通常国会が20日、召集され、麻生太郎財務相は衆院本会議で財政演説を行った。米中貿易摩擦などを背景とした海外経済の減速などを念頭に「さまざまな不確実性が存在しており、海外発のリスクには留意していく必要がある」との認識を示した上で、昨年12月に決定した事業規模26兆円程度の経済対策に触れ「日本経済の生産性・成長力の強化を通じて民需中心の持続的な経済成長の実現につなげていく」と述べた。
麻生氏は日本経済の現状について、好調な企業業績などを背景に雇用や所得環境が改善していることなどから「内需を中心に緩やかな回復を続けている」と指摘。財政については急速な高齢化などで社会保障給付費が大きく増えている点を強調しつつ、社会保障制度を維持するためにも、令和7年度に国と地方の基礎的財政収支(プライマリーバランス、PB)の黒字化目標を堅持する意向を示した。

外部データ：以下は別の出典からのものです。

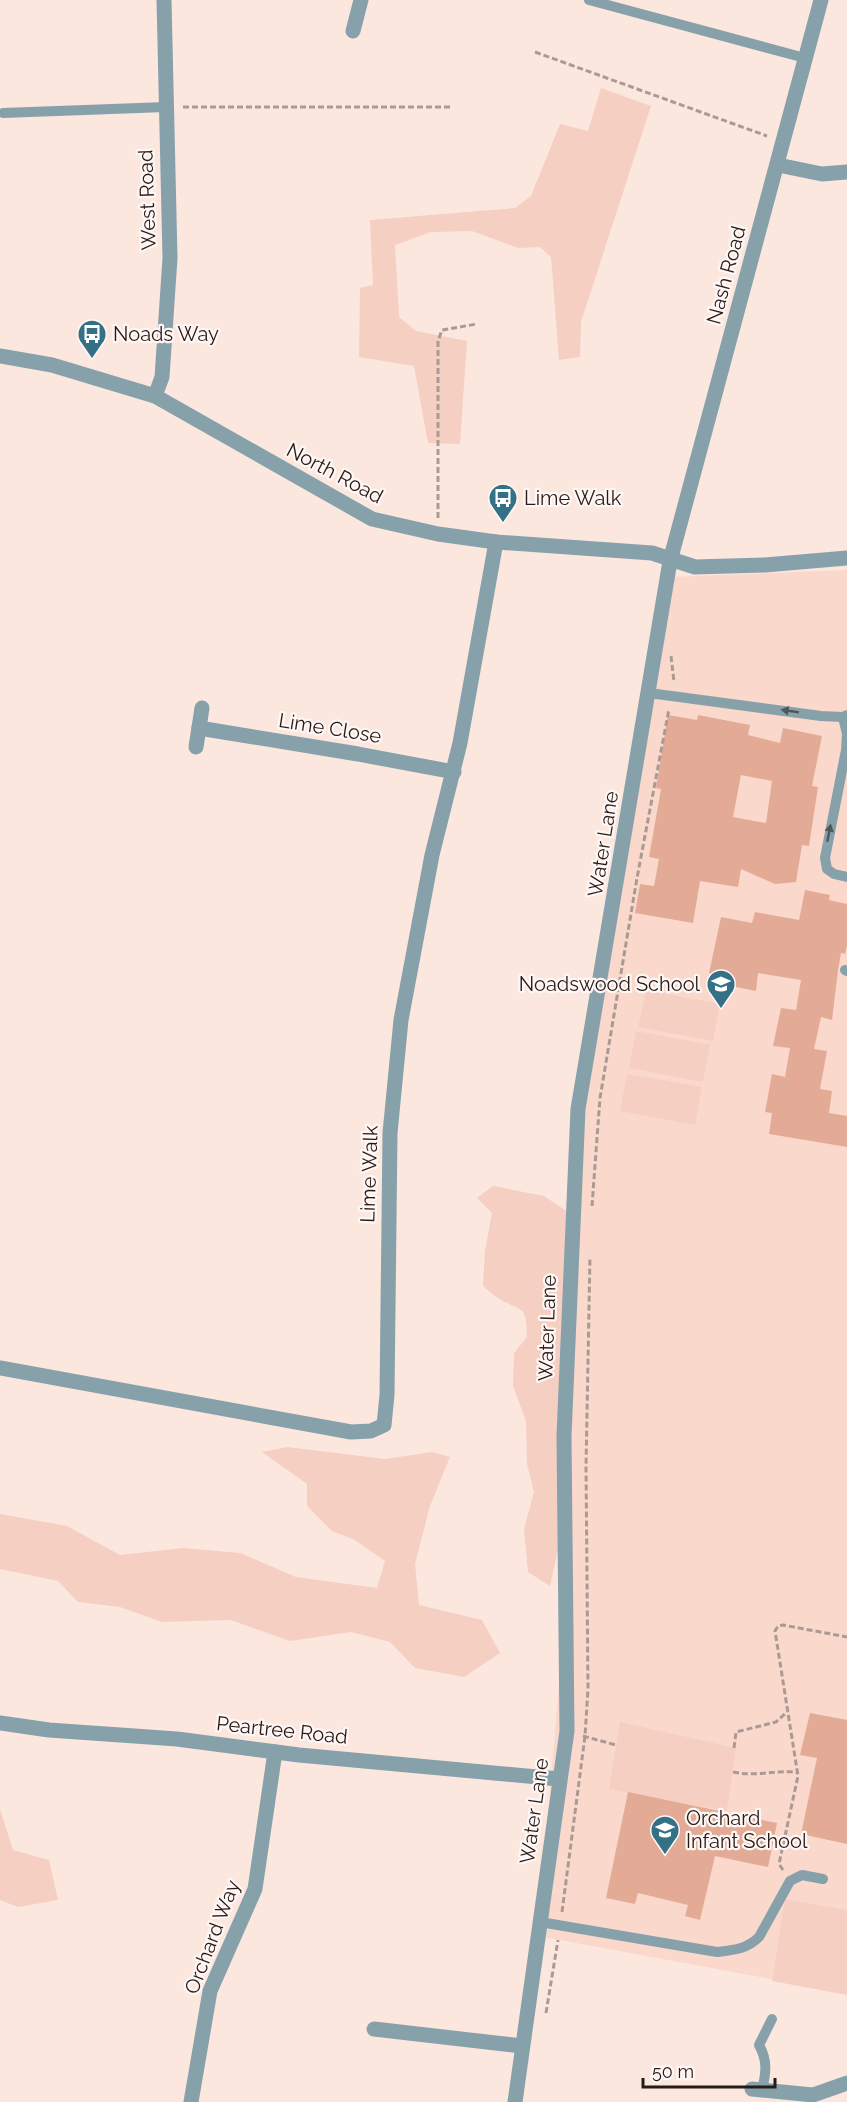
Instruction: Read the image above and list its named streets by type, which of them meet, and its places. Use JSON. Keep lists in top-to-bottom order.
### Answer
{
  "streets": {
    "street": [
      "West Road",
      "Nash Road",
      "North Road",
      "Lime Close",
      "Water Lane",
      "Lime Walk",
      "Peartree Road",
      "Orchard Way"
    ]
  },
  "crossings": [
    ["West Road", "North Road"],
    ["Nash Road", "North Road"],
    ["Nash Road", "Water Lane"],
    ["North Road", "Water Lane"],
    ["North Road", "Lime Walk"],
    ["Lime Close", "Lime Walk"],
    ["Water Lane", "Peartree Road"],
    ["Peartree Road", "Orchard Way"]
  ],
  "places": {
    "bus stop": ["Noads Way", "Lime Walk"],
    "school or university": ["Noadswood School", "Orchard Infant School"]
  },
  "scale_bar": "50 m"
}
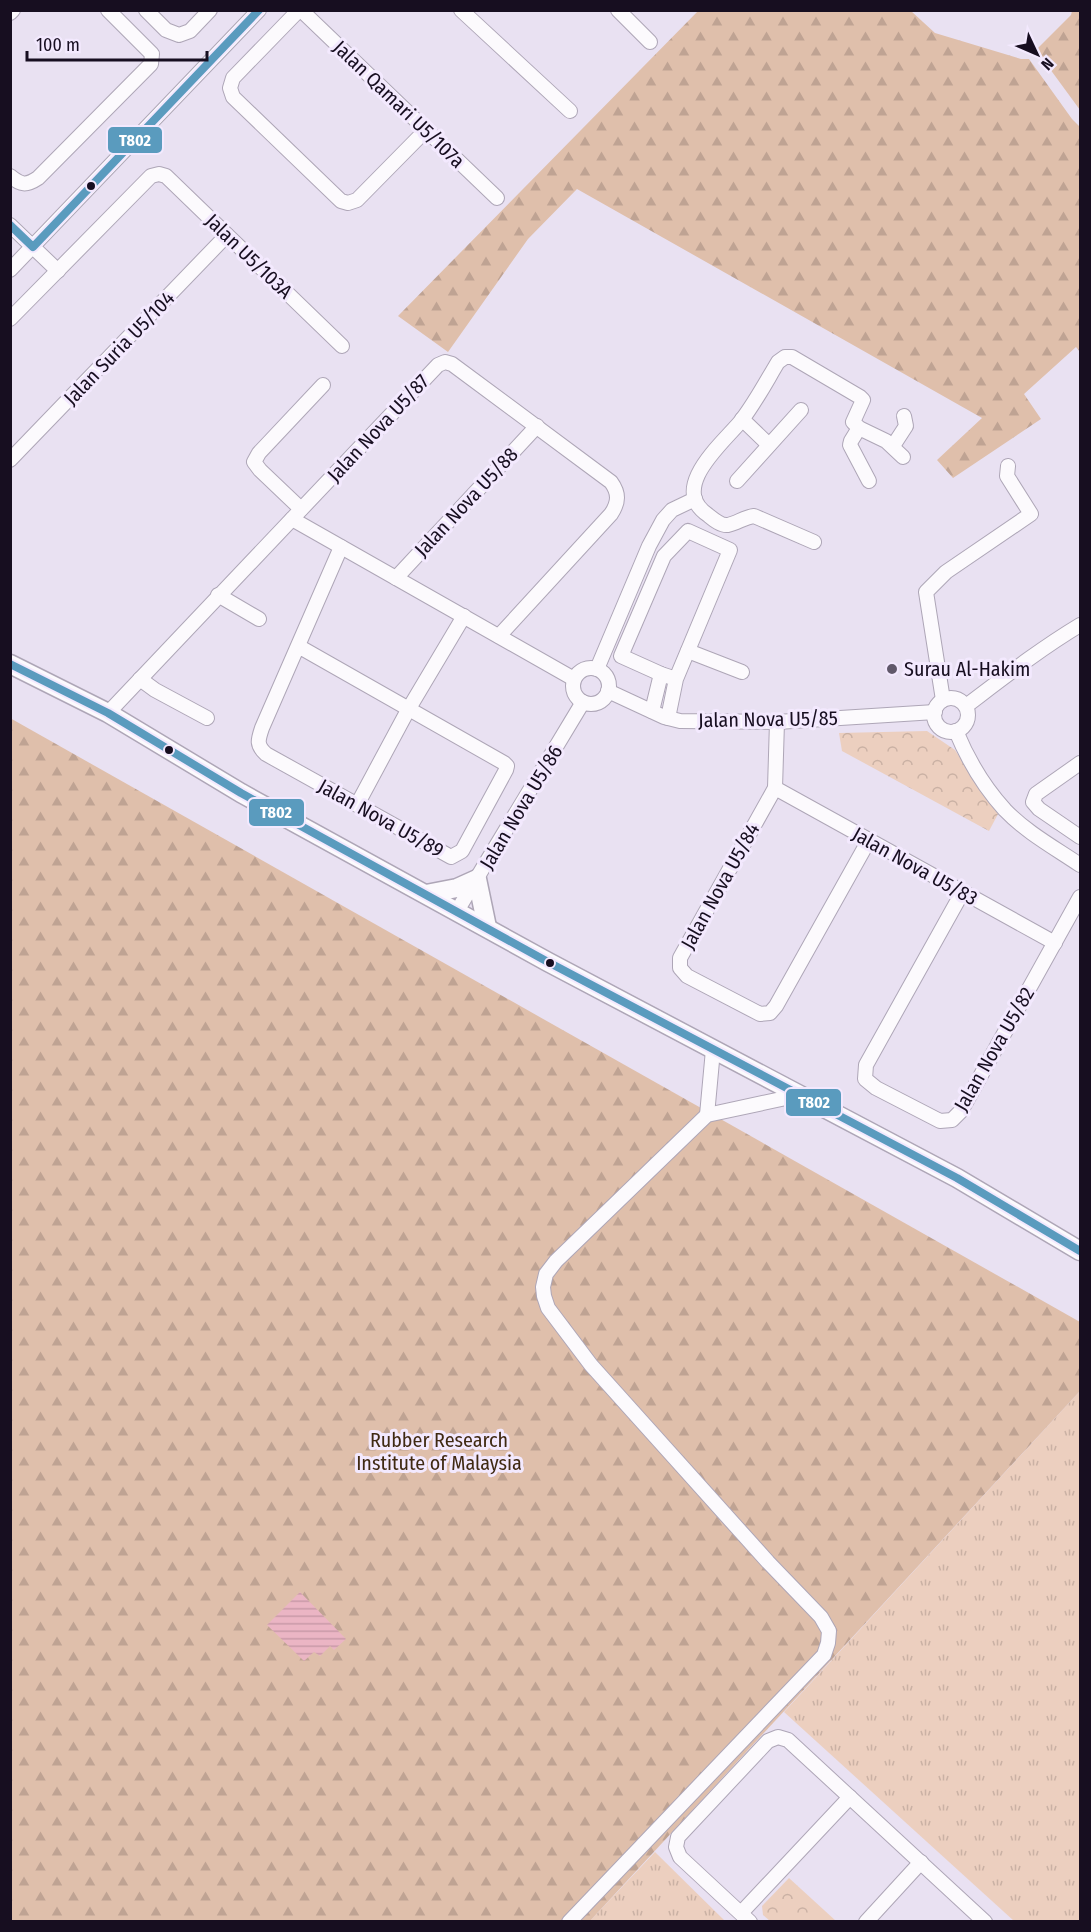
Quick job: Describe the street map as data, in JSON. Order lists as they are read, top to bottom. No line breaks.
{"streets":{"street":["Jalan Qamari U5/107a","Jalan U5/103A","Jalan Suria U5/104","Jalan Nova U5/87","Jalan Nova U5/88","Jalan Nova U5/85","Jalan Nova U5/86","Jalan Nova U5/89","Jalan Nova U5/83","Jalan Nova U5/84","Jalan Nova U5/82"]},"crossings":[["Jalan U5/103A","Jalan Suria U5/104"],["Jalan Nova U5/87","Jalan Nova U5/88"],["Jalan Nova U5/85","Jalan Nova U5/86"],["Jalan Nova U5/85","Jalan Nova U5/84"],["Jalan Nova U5/83","Jalan Nova U5/84"],["Jalan Nova U5/83","Jalan Nova U5/82"]],"parks":["Rubber Research Institute of Malaysia"],"places":["Surau Al-Hakim"],"lines":["transit line T802"],"scale_bar":"100 m","north":"bottom right"}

また、一般会計総額が過去最高の102兆6580億円となった令和2年度予算案についても言及。昨年10月の消費税増税に伴う増収分を活用し、全世代型の社会保障制度を構築するため、「幼児教育・保育や高等教育の無償化を着実に実施する」とした。また、経済対策として、キャッシュレス決済に伴うポイント還元や、マイナンバーカードを使った消費活性化策を講じるほか、防災・減災のための予算を計上した点を強調した。
税制面でも持続的な経済成長の実現を目指し、企業の内部留保をM&A(企業の合併・買収)などの投資につなげるための税制の創設や、企業の投資や賃金の引き上げを促す税制上の措置を講じた点を説明。経済再生と財政健全化の両立に向け、予算と関連法案の早期成立を呼び掛けた。